**DIRECTIONS:**
Please copy all of the entries exactly, but drop every picture.

** RECORDS SUPPLIED follows **

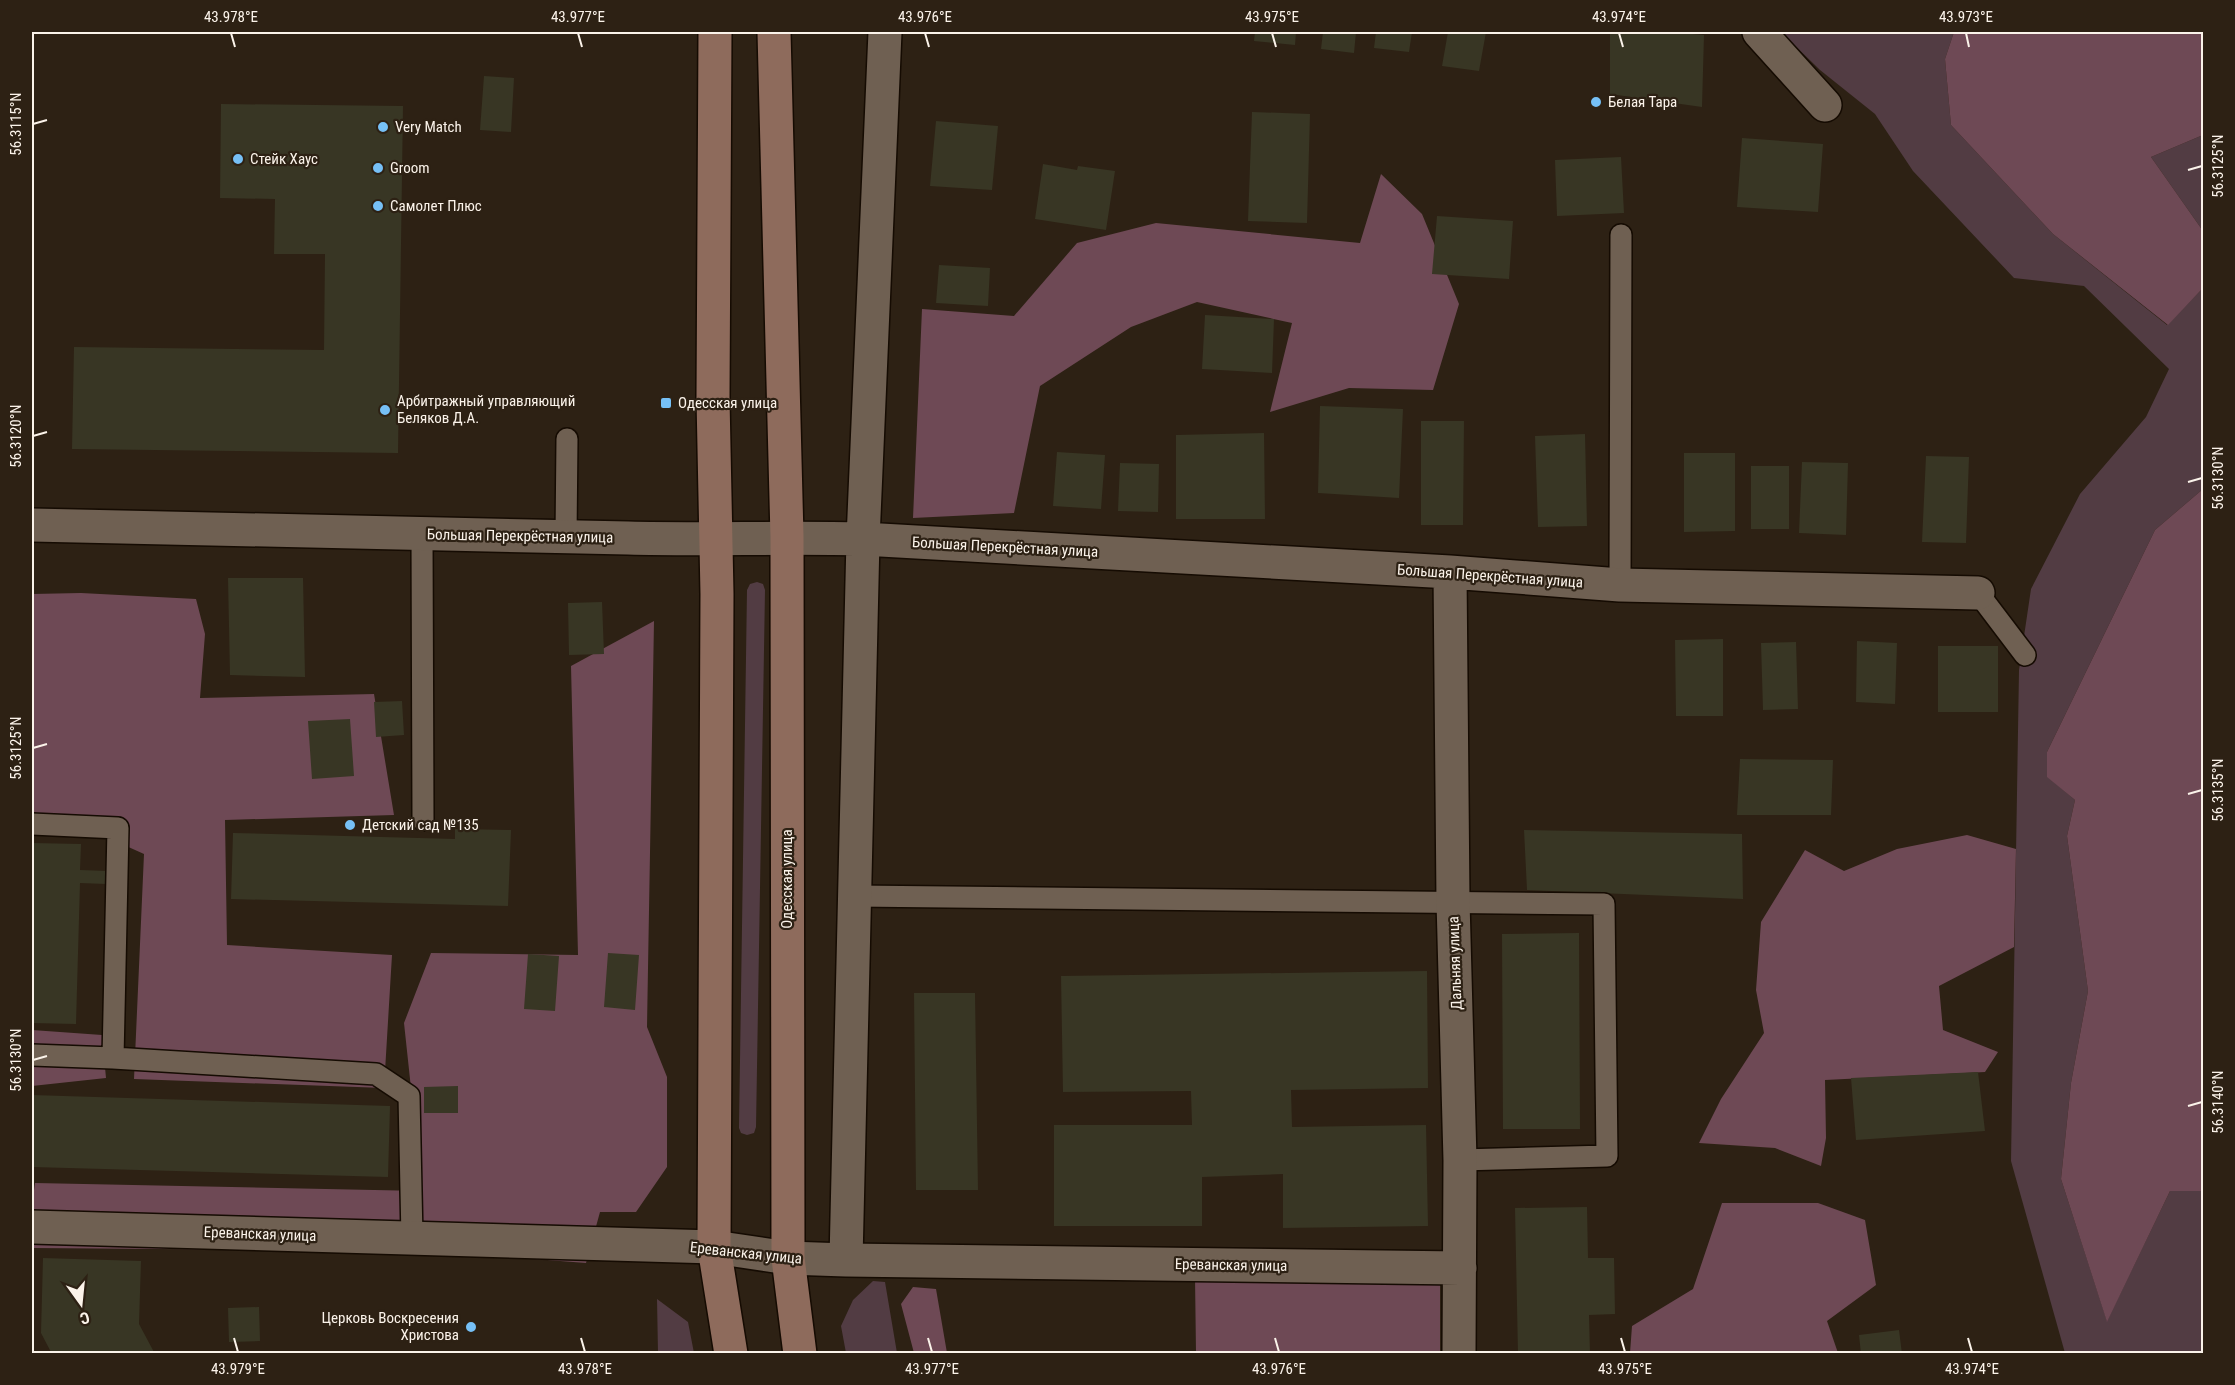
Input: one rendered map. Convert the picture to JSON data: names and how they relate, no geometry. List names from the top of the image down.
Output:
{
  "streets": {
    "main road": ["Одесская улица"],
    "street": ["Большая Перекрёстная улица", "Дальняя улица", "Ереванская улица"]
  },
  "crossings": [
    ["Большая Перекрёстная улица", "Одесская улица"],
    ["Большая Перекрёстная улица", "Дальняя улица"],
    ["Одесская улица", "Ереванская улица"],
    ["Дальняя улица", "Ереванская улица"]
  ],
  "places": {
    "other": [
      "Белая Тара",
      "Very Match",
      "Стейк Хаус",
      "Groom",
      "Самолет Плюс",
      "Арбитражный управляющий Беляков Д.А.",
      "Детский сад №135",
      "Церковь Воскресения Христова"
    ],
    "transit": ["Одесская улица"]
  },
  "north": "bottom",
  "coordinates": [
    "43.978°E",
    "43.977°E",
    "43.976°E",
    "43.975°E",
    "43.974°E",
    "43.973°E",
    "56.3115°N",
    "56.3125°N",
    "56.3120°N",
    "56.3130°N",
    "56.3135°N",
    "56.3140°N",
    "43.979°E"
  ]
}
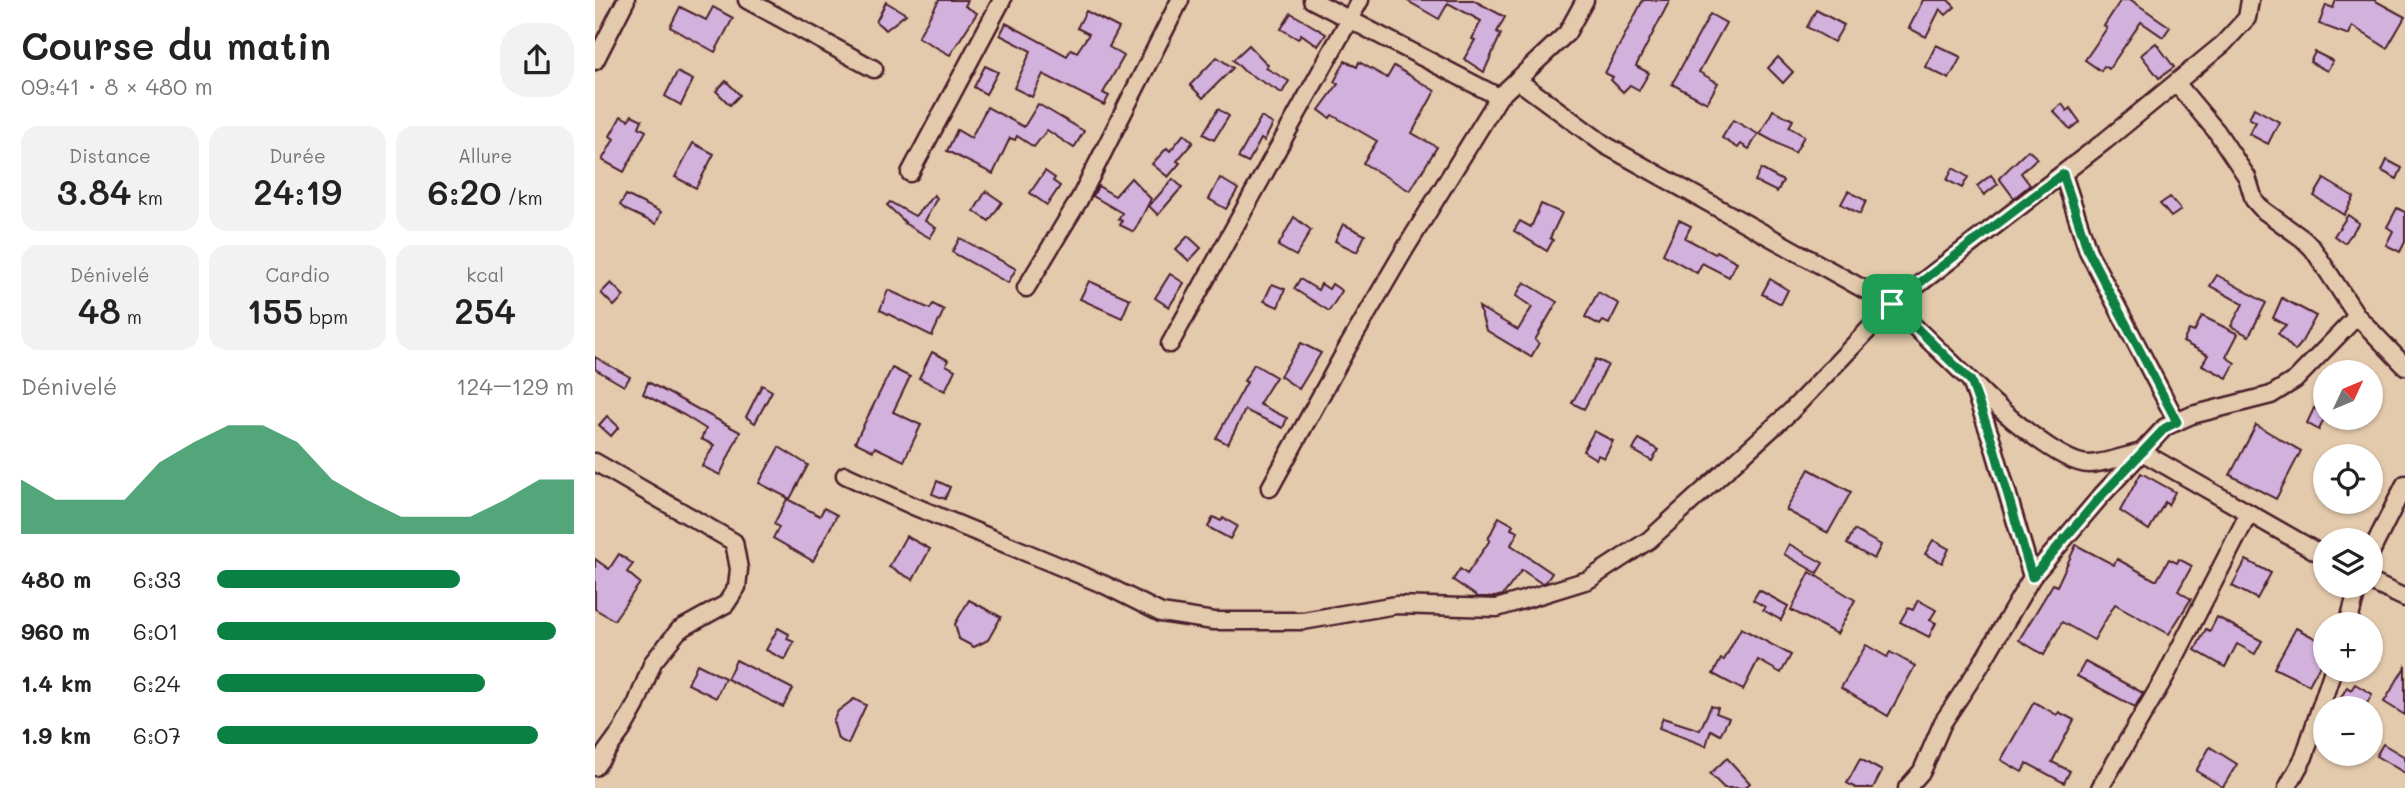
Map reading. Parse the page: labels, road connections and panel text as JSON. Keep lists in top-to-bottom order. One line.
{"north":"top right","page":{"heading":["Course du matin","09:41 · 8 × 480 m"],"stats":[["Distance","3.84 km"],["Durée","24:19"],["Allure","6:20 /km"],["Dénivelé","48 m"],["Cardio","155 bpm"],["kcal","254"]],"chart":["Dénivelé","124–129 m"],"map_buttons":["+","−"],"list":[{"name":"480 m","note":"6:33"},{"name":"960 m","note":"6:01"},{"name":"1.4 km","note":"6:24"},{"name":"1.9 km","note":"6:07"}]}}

** End of RECORDS SUPPLIED **

**OUTPUT OF THE EXERCISE:**
Input: one rendered map. Convert the picture to JSON data: names and how they relate, no geometry. List names from the top of the image down.
Output:
{
  "streets": {
    "main road": ["Одесская улица"],
    "street": ["Большая Перекрёстная улица", "Дальняя улица", "Ереванская улица"]
  },
  "crossings": [
    ["Большая Перекрёстная улица", "Одесская улица"],
    ["Большая Перекрёстная улица", "Дальняя улица"],
    ["Одесская улица", "Ереванская улица"],
    ["Дальняя улица", "Ереванская улица"]
  ],
  "places": {
    "other": [
      "Белая Тара",
      "Very Match",
      "Стейк Хаус",
      "Groom",
      "Самолет Плюс",
      "Арбитражный управляющий Беляков Д.А.",
      "Детский сад №135",
      "Церковь Воскресения Христова"
    ],
    "transit": ["Одесская улица"]
  },
  "north": "bottom",
  "coordinates": [
    "43.978°E",
    "43.977°E",
    "43.976°E",
    "43.975°E",
    "43.974°E",
    "43.973°E",
    "56.3115°N",
    "56.3125°N",
    "56.3120°N",
    "56.3130°N",
    "56.3135°N",
    "56.3140°N",
    "43.979°E"
  ]
}
Map reading. Parse the page: labels, road connections and panel text as JSON. Keep lists in top-to-bottom order. One line.
{"north":"top right","page":{"heading":["Course du matin","09:41 · 8 × 480 m"],"stats":[["Distance","3.84 km"],["Durée","24:19"],["Allure","6:20 /km"],["Dénivelé","48 m"],["Cardio","155 bpm"],["kcal","254"]],"chart":["Dénivelé","124–129 m"],"map_buttons":["+","−"],"list":[{"name":"480 m","note":"6:33"},{"name":"960 m","note":"6:01"},{"name":"1.4 km","note":"6:24"},{"name":"1.9 km","note":"6:07"}]}}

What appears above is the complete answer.